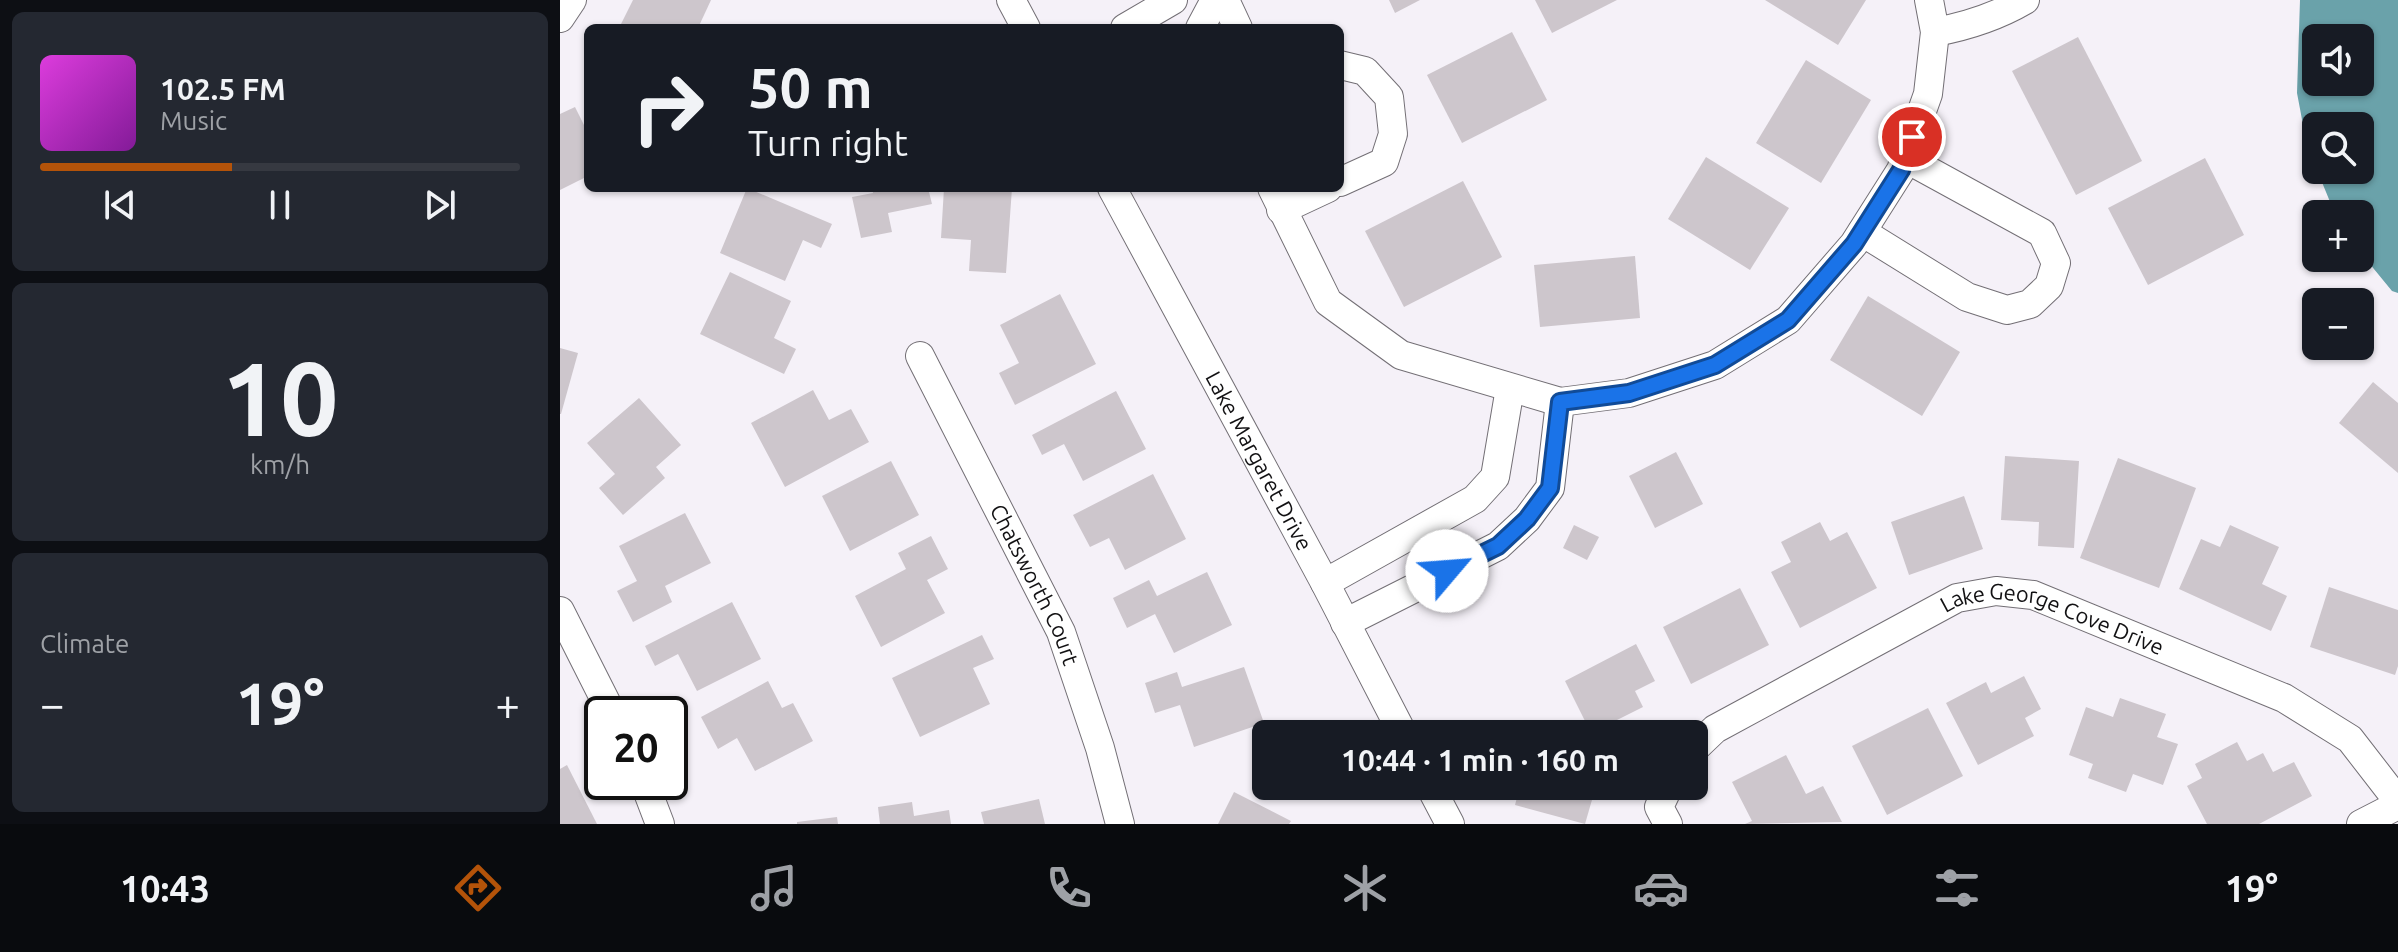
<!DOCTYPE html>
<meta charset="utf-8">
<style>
:root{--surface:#171b24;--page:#242831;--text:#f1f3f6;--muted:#9ea1a6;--line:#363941;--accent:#b45309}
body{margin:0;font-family:Ubuntu,sans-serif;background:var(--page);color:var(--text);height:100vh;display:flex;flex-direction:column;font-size:30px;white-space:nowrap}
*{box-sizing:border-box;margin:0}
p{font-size:26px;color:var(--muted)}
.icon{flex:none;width:44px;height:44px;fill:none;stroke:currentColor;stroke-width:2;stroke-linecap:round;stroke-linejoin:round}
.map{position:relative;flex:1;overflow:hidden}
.panel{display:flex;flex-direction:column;gap:12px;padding:12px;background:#0d0f14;width:560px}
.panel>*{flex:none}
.guide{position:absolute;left:24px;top:24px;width:760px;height:168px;border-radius:12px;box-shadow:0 2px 6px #0004;background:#171b24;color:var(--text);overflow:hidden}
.tools{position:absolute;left:1742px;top:24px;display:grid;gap:16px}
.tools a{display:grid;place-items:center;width:72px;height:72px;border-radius:12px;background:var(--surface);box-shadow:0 2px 6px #0004;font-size:40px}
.speed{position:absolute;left:24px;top:696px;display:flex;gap:16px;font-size:40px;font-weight:700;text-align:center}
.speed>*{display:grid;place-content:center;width:104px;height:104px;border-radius:50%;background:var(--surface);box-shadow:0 2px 6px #0004;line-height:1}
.speed .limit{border:4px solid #111;border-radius:12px;background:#fff;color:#111}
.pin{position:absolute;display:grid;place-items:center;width:68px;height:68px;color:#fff;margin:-34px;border:4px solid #fff;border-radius:50%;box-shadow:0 2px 8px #0007}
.me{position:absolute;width:88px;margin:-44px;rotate:63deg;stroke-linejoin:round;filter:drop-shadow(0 0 6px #0008)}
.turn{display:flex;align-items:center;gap:28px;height:168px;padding:0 32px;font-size:36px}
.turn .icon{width:104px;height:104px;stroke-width:2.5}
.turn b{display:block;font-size:56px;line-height:68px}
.big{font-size:60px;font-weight:700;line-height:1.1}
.panel .card{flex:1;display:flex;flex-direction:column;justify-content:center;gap:12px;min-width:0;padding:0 28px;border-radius:12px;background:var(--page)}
.panel .dial{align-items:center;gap:0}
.dial b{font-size:104px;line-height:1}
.song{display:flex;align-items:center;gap:24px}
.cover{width:96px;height:96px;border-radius:12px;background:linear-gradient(135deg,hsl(300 70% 55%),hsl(290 70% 35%))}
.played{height:8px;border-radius:4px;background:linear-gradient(90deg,var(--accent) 40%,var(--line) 40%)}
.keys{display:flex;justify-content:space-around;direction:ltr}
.heat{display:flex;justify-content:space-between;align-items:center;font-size:44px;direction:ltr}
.trip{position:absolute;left:692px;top:720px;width:456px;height:80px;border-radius:12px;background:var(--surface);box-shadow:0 2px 6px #0004;font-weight:700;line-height:80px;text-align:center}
.tab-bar{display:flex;height:128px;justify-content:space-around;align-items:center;background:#090b0e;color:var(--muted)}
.tab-bar .icon{width:56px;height:56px}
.tab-bar .on{color:var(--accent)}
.tab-bar b{font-size:36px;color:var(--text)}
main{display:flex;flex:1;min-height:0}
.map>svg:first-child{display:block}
</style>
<main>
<section class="panel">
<div class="card">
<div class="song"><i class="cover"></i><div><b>102.5 FM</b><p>Music</p></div></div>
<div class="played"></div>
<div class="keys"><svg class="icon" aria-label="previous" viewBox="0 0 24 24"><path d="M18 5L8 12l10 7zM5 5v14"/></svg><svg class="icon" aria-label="pause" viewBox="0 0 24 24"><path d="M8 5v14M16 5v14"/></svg><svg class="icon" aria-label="next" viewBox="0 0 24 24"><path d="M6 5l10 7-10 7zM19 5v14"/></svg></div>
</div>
<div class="card dial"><b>10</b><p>km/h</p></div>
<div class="card"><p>Climate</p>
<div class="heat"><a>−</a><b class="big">19°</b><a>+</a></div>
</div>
</section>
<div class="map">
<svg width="1838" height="824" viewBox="0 0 1838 824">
<rect width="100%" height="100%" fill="#f5f1f8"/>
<!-- water -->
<path fill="#6aa2aa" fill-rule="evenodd" d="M 1740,0 L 1838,0 L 1838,293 L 1832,291 L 1800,252 L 1800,214 L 1775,214 L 1757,170 L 1800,170 L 1800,126 L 1756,126 L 1756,168 L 1747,146 L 1737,93 ZM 1756,38 L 1800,38 L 1800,82 L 1756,82 Z"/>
<!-- building -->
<g fill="#cdc6cc">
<polygon points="73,0 151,0 138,28 59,28"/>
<polygon points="829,0 860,0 835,13"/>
<polygon points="975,0 1057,0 992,33"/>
<polygon points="1205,0 1306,0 1278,45"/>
<polygon points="952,32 987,100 902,143 867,75"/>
<polygon points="1518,37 1582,161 1516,195 1452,71"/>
<polygon points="1246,60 1311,100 1261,183 1196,143"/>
<polygon points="15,107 28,133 28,176 0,190 0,114"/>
<polygon points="1146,157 1229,208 1190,270 1108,219"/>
<polygon points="1645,158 1684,235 1588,285 1548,208"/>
<polygon points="903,181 942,257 844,307 805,231"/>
<polygon points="187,188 272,224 261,248 243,240 225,281 160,253"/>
<polygon points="312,188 368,188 372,204 328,213 332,232 301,238 292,197 313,193"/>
<polygon points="384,188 452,188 446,273 409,271 411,240 381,238"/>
<polygon points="1075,256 1080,318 980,327 974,265"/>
<polygon points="170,272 231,301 214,338 236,349 224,374 140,334"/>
<polygon points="500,294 536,364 455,405 439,373 459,363 440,325"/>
<polygon points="1308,296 1400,352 1362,416 1270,360"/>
<polygon points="0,348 18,353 1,414 0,414"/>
<polygon points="1813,382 1838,403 1838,473 1779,423"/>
<polygon points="253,390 269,420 291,409 309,442 225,487 191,423"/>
<polygon points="556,391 586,449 523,481 504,444 482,455 472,435"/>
<polygon points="79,398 121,445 96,467 105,478 63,515 39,488 55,474 27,443"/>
<polygon points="1116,452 1143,504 1095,528 1069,476"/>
<polygon points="1445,456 1519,461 1514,548 1478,546 1479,522 1441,520"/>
<polygon points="1558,458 1636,488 1599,588 1520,558"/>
<polygon points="331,461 359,515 290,551 262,496"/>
<polygon points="593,474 626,539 565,570 549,538 530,547 513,515"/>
<polygon points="1404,496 1423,549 1349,575 1331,522"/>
<polygon points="125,513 151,563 105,586 112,602 73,622 57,591 77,581 59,546"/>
<polygon points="1260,522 1270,541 1287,532 1317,588 1240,628 1211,572 1231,562 1221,542"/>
<polygon points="1014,525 1039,537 1027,560 1003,548"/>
<polygon points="1670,525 1719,547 1702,584 1727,596 1711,631 1619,589 1641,539 1660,547"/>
<polygon points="371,536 388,569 367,580 385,613 321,647 295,596 346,569 338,553"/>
<polygon points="647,572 672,625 614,653 595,614 567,628 553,598 589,580 597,596"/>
<polygon points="1769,587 1838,610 1838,666 1835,675 1750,647"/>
<polygon points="1180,588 1209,645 1131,684 1103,627"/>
<polygon points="172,602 201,659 137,691 118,654 95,666 85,646"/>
<polygon points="422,635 434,659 413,668 430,704 360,737 332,678"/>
<polygon points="1076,644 1095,681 1075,691 1083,707 1031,733 1005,681"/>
<polygon points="684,667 704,723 634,747 620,705 595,713 585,683 617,672 622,687"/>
<polygon points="1464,676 1481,709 1465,718 1474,736 1418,765 1386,703 1426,682 1431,693"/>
<polygon points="208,681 222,708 233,703 253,741 195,771 177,738 158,749 141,717"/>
<polygon points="1560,698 1606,714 1597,737 1618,744 1603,785 1573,774 1566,792 1528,778 1533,764 1509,755 1526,707 1553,717"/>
<polygon points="1368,708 1403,776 1327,815 1292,746"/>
<polygon points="1677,742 1687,761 1703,753 1713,772 1734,762 1752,796 1699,824 1647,824 1627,786 1642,778 1635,764"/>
<polygon points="1226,755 1246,794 1263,786 1282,822 1185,824 1192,821 1172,782"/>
<polygon points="7,765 37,824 0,824 0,769"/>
<polygon points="960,786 1036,786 1025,824 955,805"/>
<polygon points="674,792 731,821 729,824 658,824"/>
<polygon points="479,799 485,824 424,824 421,812"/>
<polygon points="352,802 354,816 389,810 391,824 320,824 318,807"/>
<polygon points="277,817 278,824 237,824 237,822"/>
</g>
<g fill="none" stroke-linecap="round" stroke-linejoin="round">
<!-- minor casing -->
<g stroke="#736f75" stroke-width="30">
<g id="minor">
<polyline points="451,0 466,28"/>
<polyline points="665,0 678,28"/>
<polyline points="0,18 12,0"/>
<polyline points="565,28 613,0"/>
<polyline points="640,28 655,0"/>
<path d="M 1375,32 C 1408,26 1436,17 1465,0"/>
<polyline points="780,65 805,71 829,97 833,134 824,162 780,182"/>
<path id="s1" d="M 552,188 L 765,583 L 843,734"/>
<polyline points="712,188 768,302 841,355 1000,402 1069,393 1155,365 1228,320 1294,244 1341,170 1368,94 1375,32 1369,0"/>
<polyline points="721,210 768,188"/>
<polyline points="1302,232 1407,297 1447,310 1470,304 1489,286 1496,263 1482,233 1345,158"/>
<path id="s2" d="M 360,356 L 501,632 L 540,748 L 560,824"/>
<polyline points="765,583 915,499 935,477 950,388"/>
<polyline points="0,611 52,714"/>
<polyline points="785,623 938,546 967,519 990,488 1000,402"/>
<path id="s3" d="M 1134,749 L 1155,729 L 1397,598 L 1436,591 L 1473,595 L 1724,698 L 1790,739 L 1838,801"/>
<polyline points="84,782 100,824"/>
<polyline points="870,786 890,824"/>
<polyline points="1108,824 1099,807 1109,786"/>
<polyline points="1801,824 1838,805"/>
</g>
</g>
<!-- minor -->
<use href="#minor" stroke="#fff" stroke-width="28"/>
</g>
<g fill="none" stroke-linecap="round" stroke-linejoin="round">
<!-- route casing -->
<g stroke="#114b97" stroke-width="20">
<polyline id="route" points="887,571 938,546 967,519 990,488 1000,402 1069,393 1155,365 1228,320 1294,244 1341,170 1352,137"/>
</g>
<!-- route -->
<use href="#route" stroke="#1a73e8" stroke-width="14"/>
</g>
<g text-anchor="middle" stroke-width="7" stroke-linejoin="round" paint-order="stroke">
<!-- street labels -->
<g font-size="22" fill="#121113" stroke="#f5f1f8">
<text dy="8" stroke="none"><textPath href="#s1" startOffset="310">Lake Margaret Drive</textPath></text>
<text dy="8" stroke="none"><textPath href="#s2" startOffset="256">Chatsworth Court</textPath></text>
<text dy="8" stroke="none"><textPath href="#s3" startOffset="404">Lake George Cove Drive</textPath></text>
</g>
</g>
</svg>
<div class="tools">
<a><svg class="icon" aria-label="sound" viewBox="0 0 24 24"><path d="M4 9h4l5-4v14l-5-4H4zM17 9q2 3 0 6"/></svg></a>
<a><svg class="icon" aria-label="search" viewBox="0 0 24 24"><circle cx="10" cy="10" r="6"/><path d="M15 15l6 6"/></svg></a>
<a>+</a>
<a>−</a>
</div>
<div class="speed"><div class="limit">20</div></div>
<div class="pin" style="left:1352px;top:137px;background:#d93025"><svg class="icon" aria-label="arrive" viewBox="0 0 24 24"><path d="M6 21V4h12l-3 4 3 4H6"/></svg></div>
<svg class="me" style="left:887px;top:571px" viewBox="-20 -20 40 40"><circle r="19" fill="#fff"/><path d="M0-13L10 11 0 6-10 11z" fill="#1a73e8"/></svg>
<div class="trip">10:44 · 1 min · 160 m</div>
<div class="guide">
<div class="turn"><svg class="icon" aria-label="right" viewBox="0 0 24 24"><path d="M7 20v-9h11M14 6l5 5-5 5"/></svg><div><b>50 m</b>Turn right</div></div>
</div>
</div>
</main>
<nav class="tab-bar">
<b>10:43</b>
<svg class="icon on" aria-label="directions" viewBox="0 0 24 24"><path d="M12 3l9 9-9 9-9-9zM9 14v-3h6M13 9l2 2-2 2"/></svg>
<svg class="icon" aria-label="music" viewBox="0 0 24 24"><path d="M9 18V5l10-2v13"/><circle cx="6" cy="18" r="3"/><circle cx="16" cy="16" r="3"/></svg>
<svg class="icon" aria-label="phone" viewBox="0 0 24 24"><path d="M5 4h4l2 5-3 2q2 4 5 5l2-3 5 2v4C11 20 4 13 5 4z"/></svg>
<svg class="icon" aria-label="climate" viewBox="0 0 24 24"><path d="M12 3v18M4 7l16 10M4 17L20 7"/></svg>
<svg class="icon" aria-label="car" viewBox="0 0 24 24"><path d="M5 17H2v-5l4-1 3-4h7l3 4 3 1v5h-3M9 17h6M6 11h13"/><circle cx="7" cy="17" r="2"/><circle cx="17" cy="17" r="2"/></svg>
<svg class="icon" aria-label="filters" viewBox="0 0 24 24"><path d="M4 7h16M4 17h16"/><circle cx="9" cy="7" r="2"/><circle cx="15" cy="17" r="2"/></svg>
<b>19°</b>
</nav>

• _Required work_: Wherever the word "limit" appears in the data, return the whole line.

• _Answer to this task_:
.speed .limit{border:4px solid #111;border-radius:12px;background:#fff;color:#111}
<div class="speed"><div class="limit">20</div></div>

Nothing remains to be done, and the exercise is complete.